No mundo das resoluções, está tudo redondinho: o Tribunal Superior Eleitoral (TSE) definiu as balizas para o uso da inteligência artificial na campanha eleitoral. Trata-se de uma iniciativa necessária para impedir o vale-tudo nas campanhas, e isso inclui a responsabilização das plataformas que não retirarem de circulação os materiais criminosos que venham a ser postados nas redes.
O problema é que as verdadeiras iniquidades de uma campanha não ocorrem na propaganda de rádio e TV, nem nas redes dos candidatos. Ninguém é bobo de se autoincriminar. O perigo mora na disseminação de montagens fora do universo regrado, para que se espalhem feito penas ao vento, sem que a vítima consiga juntá-las. Uma mentira disseminada num grupo de WhatsApp ganha pernas, asas e motor supersônico no mundo hiperconectado. Como fazer a contenção?

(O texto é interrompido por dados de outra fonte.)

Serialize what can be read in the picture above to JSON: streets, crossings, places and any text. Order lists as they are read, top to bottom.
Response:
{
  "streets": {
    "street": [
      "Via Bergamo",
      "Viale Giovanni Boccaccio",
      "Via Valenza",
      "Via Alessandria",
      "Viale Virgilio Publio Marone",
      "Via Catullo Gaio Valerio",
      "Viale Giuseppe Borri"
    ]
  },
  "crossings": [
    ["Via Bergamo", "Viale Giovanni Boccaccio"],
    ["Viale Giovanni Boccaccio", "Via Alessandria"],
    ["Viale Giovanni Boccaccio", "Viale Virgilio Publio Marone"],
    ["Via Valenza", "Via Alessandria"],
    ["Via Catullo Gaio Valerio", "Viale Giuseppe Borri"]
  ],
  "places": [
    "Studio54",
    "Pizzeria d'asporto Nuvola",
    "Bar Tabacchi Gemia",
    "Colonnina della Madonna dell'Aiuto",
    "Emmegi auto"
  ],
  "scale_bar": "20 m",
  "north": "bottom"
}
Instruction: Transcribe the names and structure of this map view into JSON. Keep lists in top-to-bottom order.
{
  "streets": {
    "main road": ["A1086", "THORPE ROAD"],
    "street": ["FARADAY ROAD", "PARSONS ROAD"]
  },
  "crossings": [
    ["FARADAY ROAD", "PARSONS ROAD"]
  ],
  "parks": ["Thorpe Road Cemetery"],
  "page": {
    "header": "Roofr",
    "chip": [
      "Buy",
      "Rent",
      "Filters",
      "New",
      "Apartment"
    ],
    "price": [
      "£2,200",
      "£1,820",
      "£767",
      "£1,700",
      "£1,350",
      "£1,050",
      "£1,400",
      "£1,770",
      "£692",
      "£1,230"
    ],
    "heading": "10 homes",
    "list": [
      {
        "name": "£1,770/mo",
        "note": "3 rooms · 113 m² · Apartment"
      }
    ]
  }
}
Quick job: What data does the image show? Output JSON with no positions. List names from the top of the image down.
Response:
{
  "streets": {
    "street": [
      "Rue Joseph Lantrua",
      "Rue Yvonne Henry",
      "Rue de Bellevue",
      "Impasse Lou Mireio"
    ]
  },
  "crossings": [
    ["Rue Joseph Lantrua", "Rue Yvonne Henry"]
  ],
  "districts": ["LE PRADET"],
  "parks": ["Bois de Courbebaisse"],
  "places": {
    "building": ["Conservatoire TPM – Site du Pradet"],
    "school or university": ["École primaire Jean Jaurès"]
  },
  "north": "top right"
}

A desconstrução de adversários com base em mentiras precede a existência das redes sociais e vem de um tempo em que não se falava em inteligência artificial nem no cinema. Espalhavam-se panfletos apócrifos nas ruas e praças e às vezes isso bastava para que um candidato viável perdesse a eleição e ainda ficasse com a pecha de ladrão, marido traído, traidor, bêbado, homossexual (a expressão usada, claro, era outra, bem chula). Lá pelo final dos anos 1990 era comum tentar semear entre os jornalistas a dúvida sobre a saúde física (ou mental) do adversário. Não na propaganda oficial, fiscalizável, mas no ti-ti-ti da tia que trabalhava no hospital X e viu o candidato Y chegar em coma.
Nas últimas eleições as coisas se sofisticaram (para pior). Enquanto candidato posa de bom moço, a equipe do serviço sujo espalha boatos escondida no anonimato. As chamadas "tias do zap" são, em geral, inocentes úteis usadas para disseminar mentiras, porque é fácil identificar aqueles que acreditam em tudo e "compartilham sem dó", para usar a expressão mais característica que acompanha as fake news.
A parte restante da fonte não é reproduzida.